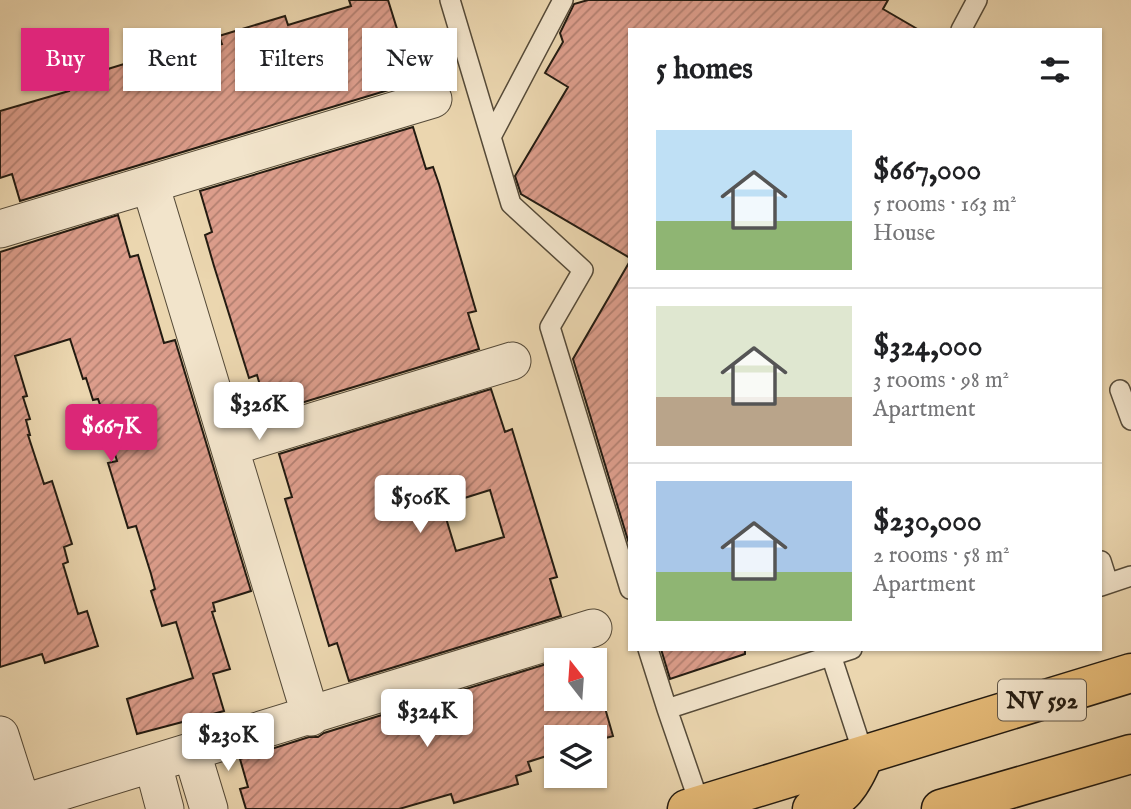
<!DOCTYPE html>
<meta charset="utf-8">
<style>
:root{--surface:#fff;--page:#f6f6f6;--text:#202124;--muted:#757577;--line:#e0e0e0;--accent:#db2777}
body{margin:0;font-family:"IM FELL English",serif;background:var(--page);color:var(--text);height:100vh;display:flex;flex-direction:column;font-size:26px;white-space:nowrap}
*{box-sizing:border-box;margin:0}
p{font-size:23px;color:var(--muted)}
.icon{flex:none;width:38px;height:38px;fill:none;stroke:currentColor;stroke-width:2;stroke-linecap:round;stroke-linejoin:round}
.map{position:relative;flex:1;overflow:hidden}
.details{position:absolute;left:628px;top:28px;width:474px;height:623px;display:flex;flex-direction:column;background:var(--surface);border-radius:0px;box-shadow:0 2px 5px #0004}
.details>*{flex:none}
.top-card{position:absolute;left:21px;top:28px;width:502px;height:63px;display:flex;gap:14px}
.needle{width:46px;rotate:343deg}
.fabs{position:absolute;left:544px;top:648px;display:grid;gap:14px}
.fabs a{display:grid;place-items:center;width:63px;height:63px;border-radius:0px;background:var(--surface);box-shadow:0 2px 5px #0004;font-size:35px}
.price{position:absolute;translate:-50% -60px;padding:0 16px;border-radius:7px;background:#fff;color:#222;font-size:23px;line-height:46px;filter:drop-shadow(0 2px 4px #0008)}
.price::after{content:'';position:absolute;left:50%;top:42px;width:21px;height:16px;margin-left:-10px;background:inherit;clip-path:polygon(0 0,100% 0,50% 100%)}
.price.on{background:var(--accent);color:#fff}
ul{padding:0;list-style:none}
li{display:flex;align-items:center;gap:21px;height:175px;padding:0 28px}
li+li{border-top:2px solid var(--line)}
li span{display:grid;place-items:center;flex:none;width:196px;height:140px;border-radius:0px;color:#555}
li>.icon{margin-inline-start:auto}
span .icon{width:84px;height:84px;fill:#fffc;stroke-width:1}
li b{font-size:30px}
h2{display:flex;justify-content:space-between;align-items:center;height:84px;padding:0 28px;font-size:30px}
.chip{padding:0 24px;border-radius:0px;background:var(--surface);box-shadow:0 2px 5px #0004;font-size:24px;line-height:63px}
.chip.on{background:var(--accent);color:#fff}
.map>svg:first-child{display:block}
.building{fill:url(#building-hatch);stroke:#231b11;stroke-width:2;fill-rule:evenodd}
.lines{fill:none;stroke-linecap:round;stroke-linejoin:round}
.lane-casing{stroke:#554a38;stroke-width:22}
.street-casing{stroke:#554a38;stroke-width:39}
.primary-casing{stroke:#231b11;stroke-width:41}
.lane{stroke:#f2e4cb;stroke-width:19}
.street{stroke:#f2e4cb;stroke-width:37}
.primary{stroke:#e6bb78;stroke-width:38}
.labels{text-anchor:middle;stroke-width:6;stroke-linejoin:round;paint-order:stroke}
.shield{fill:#f2e4cb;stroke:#615749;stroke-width:2}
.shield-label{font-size:24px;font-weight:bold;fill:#231b11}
</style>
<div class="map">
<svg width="1131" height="809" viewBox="0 0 1131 809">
<defs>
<pattern id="building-hatch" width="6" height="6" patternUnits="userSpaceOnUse" patternTransform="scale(1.75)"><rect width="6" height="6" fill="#dc9d8b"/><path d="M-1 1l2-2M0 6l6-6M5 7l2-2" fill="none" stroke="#b27f70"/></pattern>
</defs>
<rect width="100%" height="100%" fill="#ebd6af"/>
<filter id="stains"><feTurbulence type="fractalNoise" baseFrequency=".00286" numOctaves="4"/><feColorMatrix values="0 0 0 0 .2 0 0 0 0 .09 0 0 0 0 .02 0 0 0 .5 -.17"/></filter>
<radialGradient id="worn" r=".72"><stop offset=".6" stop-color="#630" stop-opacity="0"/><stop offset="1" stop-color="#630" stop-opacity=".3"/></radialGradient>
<path class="building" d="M 349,0 L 388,0 L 402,45 L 394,48 L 405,85 L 20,201 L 12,174 L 0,178 L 0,111 L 69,91 L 68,88 L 89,81 L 88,75 L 134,61 L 136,67 L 222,44 L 219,36 L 285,16 L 288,25 L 351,6 Z
M 588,0 L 888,0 L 883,9 L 919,30 L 630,30 L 630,258 L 521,194 L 515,176 L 568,87 L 545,73 L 563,42 L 560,33 L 574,4 Z
M 413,127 L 426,169 L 433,167 L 439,184 L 476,311 L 468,313 L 479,349 L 268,413 L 257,375 L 249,378 L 214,266 L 205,235 L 212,232 L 200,191 Z
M 118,215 L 130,257 L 138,255 L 164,343 L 175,340 L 251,591 L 213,603 L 215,611 L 212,612 L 230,669 L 213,674 L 224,711 L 137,734 L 127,699 L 193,678 L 176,622 L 162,626 L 151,591 L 155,589 L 151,574 L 136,526 L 128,528 L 108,463 L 117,461 L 103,413 L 98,399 L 93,400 L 86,378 L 83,379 L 70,339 L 15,356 L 27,396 L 23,397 L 30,419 L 26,420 L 30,435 L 28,435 L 44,484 L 52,481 L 72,544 L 64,547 L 68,562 L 63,564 L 78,614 L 87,611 L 98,646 L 45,663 L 42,654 L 0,667 L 0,252 Z
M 630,261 L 630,547 L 573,359 Z
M 491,389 L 505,432 L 512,429 L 557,577 L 550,579 L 561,616 L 349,681 L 337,643 L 329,646 L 285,499 L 292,497 L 279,454 ZM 490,490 L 504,537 L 456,551 L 442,505 Z
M 661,649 L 745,649 L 745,654 L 670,679 Z
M 556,661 L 556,698 L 595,698 L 595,696 L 601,694 L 613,736 L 595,741 L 595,737 L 556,737 L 556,753 L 528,762 L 531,771 L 516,776 L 518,784 L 454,803 L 451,794 L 399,809 L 246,809 L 240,789 L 248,787 L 240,759 L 309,737 L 318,737 L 324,733 Z"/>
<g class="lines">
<g class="lane-casing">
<path id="lane" d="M 450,0 L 511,204 L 583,270 L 550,327 L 630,589
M 961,30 L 977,0
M 491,137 L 563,0
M 1120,390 L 1131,420
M 1101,561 L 1108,583
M 1101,586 L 1131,576
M 648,649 L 667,709
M 829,649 L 864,756
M 700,805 L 667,709 L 852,649"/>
</g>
<g class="street-casing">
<path id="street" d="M 150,184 L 311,717
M 0,229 L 433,99
M 230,447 L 512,361
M 0,735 L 22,804
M 192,753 L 209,809
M 153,764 L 165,809
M 4,809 L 593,628"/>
</g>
<g class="primary-casing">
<path id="primary" d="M 687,809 L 1131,673
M 812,809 C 844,799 851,785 864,756
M 941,809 L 1131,754"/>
</g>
<use href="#lane" class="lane"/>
<use href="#street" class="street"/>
<use href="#primary" class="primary"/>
</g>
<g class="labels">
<rect class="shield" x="998" y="679.5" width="88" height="41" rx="5"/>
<g class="shield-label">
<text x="1042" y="708">NV 592</text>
</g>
</g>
<rect width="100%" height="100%" filter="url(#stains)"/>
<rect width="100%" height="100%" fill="url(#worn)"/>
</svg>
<div class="fabs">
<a><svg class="needle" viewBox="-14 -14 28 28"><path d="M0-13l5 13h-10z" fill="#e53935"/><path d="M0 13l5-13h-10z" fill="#757577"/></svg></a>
<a><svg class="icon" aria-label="layers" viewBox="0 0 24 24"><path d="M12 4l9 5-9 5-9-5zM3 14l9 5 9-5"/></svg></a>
</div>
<b class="price" style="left:259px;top:442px">$326K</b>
<b class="price on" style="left:111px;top:464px">$667K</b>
<b class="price" style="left:420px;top:535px">$506K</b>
<b class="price" style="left:427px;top:749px">$324K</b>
<b class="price" style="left:228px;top:773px">$230K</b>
<div class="top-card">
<a class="chip on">Buy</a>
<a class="chip">Rent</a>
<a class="chip">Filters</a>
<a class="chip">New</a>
</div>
<section class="details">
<h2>5 homes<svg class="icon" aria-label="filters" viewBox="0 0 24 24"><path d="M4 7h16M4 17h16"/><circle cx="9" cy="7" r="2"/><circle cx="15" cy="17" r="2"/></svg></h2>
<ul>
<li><span style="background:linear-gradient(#bfe0f5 65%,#8fb573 0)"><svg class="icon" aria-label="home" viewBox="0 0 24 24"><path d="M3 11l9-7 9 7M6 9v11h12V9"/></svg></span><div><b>$667,000</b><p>5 rooms · 163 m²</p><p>House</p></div></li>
<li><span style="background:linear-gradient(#dfe7d0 65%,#b9a48a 0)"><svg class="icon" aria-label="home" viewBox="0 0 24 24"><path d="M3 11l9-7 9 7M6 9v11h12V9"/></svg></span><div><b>$324,000</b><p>3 rooms · 98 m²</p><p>Apartment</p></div></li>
<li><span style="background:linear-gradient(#a9c7e8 65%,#8fb573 0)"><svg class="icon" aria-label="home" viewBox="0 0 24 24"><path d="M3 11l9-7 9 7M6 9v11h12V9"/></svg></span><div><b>$230,000</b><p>2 rooms · 58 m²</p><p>Apartment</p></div></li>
</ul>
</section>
</div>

■ **TASK TO CARRY OUT**
Each line of the data that holds "margin" should be reported.

■ **EXPECTED OUTPUT**
body{margin:0;font-family:"IM FELL English",serif;background:var(--page);color:var(--text);height:100vh;display:flex;flex-direction:column;font-size:26px;white-space:nowrap}
*{box-sizing:border-box;margin:0}
.price::after{content:'';position:absolute;left:50%;top:42px;width:21px;height:16px;margin-left:-10px;background:inherit;clip-path:polygon(0 0,100% 0,50% 100%)}
li>.icon{margin-inline-start:auto}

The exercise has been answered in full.